Stored data
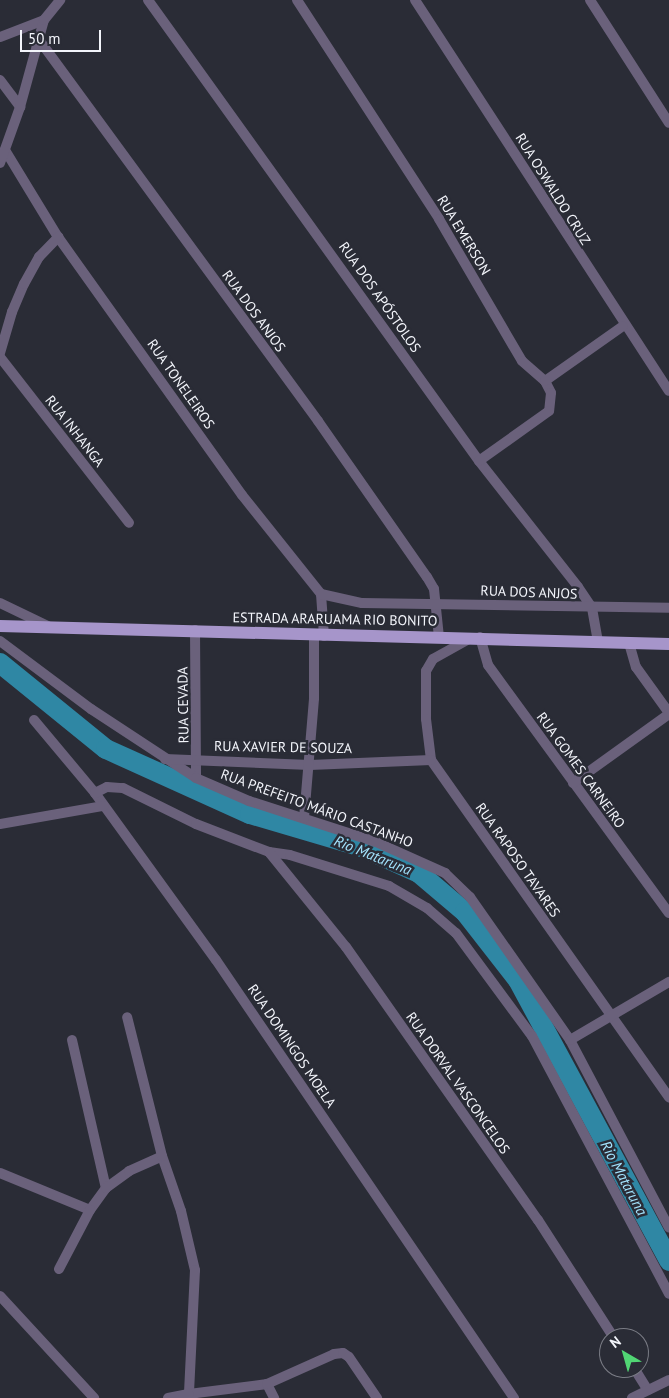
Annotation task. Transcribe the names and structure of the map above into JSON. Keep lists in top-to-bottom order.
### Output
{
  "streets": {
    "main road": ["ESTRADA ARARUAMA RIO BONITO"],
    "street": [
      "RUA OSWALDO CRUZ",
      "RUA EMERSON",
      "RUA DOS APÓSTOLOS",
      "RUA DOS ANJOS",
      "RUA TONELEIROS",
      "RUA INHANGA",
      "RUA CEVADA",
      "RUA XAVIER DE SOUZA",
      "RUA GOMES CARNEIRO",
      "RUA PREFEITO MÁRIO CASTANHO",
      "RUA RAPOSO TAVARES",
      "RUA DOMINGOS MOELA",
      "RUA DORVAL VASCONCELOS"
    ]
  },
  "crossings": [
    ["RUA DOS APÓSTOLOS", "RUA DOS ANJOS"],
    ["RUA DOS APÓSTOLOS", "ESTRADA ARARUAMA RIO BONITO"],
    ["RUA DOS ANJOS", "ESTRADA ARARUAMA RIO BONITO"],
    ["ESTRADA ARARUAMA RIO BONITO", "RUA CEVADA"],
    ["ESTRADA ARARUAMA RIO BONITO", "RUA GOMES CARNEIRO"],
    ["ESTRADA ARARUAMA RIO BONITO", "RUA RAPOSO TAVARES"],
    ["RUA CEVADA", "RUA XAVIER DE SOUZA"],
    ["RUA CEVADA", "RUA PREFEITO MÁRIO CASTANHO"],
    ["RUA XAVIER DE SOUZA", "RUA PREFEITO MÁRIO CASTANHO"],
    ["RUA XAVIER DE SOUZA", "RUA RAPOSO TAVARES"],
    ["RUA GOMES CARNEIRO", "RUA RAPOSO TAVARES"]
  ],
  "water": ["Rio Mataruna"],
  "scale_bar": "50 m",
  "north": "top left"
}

YOUR INSTRUCTIONS: Repeat the records in full and exactly, leaving every picture out.

RESPONSE AREA:
Annotation task. Transcribe the names and structure of the map above into JSON. Keep lists in top-to-bottom order.
### Output
{
  "streets": {
    "main road": ["ESTRADA ARARUAMA RIO BONITO"],
    "street": [
      "RUA OSWALDO CRUZ",
      "RUA EMERSON",
      "RUA DOS APÓSTOLOS",
      "RUA DOS ANJOS",
      "RUA TONELEIROS",
      "RUA INHANGA",
      "RUA CEVADA",
      "RUA XAVIER DE SOUZA",
      "RUA GOMES CARNEIRO",
      "RUA PREFEITO MÁRIO CASTANHO",
      "RUA RAPOSO TAVARES",
      "RUA DOMINGOS MOELA",
      "RUA DORVAL VASCONCELOS"
    ]
  },
  "crossings": [
    ["RUA DOS APÓSTOLOS", "RUA DOS ANJOS"],
    ["RUA DOS APÓSTOLOS", "ESTRADA ARARUAMA RIO BONITO"],
    ["RUA DOS ANJOS", "ESTRADA ARARUAMA RIO BONITO"],
    ["ESTRADA ARARUAMA RIO BONITO", "RUA CEVADA"],
    ["ESTRADA ARARUAMA RIO BONITO", "RUA GOMES CARNEIRO"],
    ["ESTRADA ARARUAMA RIO BONITO", "RUA RAPOSO TAVARES"],
    ["RUA CEVADA", "RUA XAVIER DE SOUZA"],
    ["RUA CEVADA", "RUA PREFEITO MÁRIO CASTANHO"],
    ["RUA XAVIER DE SOUZA", "RUA PREFEITO MÁRIO CASTANHO"],
    ["RUA XAVIER DE SOUZA", "RUA RAPOSO TAVARES"],
    ["RUA GOMES CARNEIRO", "RUA RAPOSO TAVARES"]
  ],
  "water": ["Rio Mataruna"],
  "scale_bar": "50 m",
  "north": "top left"
}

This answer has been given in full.